# Work task:
Search the data for the word "rows" and copy out every line that has it.

————

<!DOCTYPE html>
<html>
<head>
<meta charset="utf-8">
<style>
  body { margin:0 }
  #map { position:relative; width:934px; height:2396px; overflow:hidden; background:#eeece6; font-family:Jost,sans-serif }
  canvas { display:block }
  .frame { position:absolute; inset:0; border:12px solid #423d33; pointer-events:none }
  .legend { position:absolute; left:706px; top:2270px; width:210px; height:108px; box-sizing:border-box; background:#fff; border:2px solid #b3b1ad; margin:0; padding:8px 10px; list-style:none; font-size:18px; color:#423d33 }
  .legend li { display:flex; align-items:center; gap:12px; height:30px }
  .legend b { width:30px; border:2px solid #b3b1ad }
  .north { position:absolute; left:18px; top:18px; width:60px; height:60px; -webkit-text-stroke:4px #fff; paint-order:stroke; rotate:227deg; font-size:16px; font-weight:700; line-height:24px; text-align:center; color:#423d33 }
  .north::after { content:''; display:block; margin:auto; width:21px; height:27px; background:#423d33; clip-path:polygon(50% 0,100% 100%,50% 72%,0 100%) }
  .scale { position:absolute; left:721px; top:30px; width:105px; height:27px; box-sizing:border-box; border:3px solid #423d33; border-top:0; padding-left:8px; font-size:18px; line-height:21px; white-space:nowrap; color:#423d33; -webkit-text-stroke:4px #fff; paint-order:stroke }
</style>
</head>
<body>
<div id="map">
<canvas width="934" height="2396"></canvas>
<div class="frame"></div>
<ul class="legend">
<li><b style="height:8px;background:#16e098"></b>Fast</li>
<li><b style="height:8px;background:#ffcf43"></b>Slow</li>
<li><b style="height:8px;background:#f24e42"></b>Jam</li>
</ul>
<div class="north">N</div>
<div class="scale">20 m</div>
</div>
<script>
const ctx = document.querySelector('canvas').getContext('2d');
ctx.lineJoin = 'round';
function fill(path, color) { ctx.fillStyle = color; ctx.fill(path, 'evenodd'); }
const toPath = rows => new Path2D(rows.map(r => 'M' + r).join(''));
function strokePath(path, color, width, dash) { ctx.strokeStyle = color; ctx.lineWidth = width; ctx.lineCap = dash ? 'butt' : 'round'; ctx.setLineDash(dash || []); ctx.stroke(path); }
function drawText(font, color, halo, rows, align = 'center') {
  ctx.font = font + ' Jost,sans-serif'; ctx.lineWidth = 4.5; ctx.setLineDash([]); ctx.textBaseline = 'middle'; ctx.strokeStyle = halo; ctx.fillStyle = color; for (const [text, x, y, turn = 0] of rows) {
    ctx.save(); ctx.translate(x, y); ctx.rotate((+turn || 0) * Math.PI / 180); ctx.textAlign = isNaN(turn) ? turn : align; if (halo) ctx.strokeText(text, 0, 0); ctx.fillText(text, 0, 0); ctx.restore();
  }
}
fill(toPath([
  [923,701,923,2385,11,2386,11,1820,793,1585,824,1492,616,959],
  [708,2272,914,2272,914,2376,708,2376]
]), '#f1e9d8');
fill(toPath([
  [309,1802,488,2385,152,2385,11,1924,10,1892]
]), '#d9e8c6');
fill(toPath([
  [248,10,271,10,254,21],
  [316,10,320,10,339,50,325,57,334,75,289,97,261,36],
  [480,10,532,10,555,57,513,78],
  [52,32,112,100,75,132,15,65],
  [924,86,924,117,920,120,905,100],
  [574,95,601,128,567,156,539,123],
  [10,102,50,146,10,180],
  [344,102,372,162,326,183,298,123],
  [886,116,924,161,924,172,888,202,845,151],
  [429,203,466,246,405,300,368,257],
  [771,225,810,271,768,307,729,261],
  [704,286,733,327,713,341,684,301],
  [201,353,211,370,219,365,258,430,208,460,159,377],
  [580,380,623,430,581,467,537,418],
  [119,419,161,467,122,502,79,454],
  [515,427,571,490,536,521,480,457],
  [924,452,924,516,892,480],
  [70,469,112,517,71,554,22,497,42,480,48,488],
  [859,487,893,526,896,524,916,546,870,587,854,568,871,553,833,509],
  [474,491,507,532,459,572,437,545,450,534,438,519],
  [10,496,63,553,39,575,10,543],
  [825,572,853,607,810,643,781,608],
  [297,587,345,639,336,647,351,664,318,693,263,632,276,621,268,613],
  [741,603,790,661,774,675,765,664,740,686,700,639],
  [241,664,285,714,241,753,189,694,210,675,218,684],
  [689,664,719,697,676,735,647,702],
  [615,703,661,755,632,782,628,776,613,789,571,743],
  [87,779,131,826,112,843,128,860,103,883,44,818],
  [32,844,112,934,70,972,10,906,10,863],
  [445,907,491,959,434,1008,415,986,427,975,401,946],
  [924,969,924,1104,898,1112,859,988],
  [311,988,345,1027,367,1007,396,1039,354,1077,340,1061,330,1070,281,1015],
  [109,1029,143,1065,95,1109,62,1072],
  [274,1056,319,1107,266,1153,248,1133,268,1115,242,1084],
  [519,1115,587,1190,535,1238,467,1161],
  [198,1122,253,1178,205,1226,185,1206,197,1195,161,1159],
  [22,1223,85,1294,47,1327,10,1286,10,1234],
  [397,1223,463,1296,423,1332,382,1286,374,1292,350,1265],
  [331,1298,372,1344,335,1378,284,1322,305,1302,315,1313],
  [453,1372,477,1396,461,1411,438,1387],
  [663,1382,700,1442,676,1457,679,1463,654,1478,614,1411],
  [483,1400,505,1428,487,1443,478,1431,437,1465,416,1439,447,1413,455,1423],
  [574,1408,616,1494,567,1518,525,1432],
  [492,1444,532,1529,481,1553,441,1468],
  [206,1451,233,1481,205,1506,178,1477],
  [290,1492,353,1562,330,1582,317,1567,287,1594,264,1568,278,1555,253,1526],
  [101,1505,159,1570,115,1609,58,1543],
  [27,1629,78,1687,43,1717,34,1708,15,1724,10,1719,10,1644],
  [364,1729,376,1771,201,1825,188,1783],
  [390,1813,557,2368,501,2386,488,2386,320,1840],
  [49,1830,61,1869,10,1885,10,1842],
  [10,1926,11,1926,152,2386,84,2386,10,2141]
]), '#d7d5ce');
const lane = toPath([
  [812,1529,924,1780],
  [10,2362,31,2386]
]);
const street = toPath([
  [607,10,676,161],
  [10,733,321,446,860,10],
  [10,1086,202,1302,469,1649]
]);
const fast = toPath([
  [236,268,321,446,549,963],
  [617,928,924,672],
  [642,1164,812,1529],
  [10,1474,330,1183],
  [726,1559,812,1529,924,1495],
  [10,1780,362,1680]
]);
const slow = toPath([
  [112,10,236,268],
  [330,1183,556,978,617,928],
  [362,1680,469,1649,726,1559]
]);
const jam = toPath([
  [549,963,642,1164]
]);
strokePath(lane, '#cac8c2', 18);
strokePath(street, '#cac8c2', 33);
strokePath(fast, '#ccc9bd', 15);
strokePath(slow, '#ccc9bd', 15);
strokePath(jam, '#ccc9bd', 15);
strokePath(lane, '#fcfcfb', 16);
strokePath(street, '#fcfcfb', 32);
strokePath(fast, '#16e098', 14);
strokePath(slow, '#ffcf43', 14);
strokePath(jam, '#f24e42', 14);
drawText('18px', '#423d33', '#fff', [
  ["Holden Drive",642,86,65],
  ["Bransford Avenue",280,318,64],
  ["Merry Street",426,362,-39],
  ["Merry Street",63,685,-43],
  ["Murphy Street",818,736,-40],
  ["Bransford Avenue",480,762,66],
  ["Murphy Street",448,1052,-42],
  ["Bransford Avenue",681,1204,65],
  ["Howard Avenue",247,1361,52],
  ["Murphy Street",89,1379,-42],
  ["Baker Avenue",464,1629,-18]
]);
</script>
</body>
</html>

————

# Output:
const toPath = rows => new Path2D(rows.map(r => 'M' + r).join(''));
function drawText(font, color, halo, rows, align = 'center') {
  ctx.font = font + ' Jost,sans-serif'; ctx.lineWidth = 4.5; ctx.setLineDash([]); ctx.textBaseline = 'middle'; ctx.strokeStyle = halo; ctx.fillStyle = color; for (const [text, x, y, turn = 0] of rows) {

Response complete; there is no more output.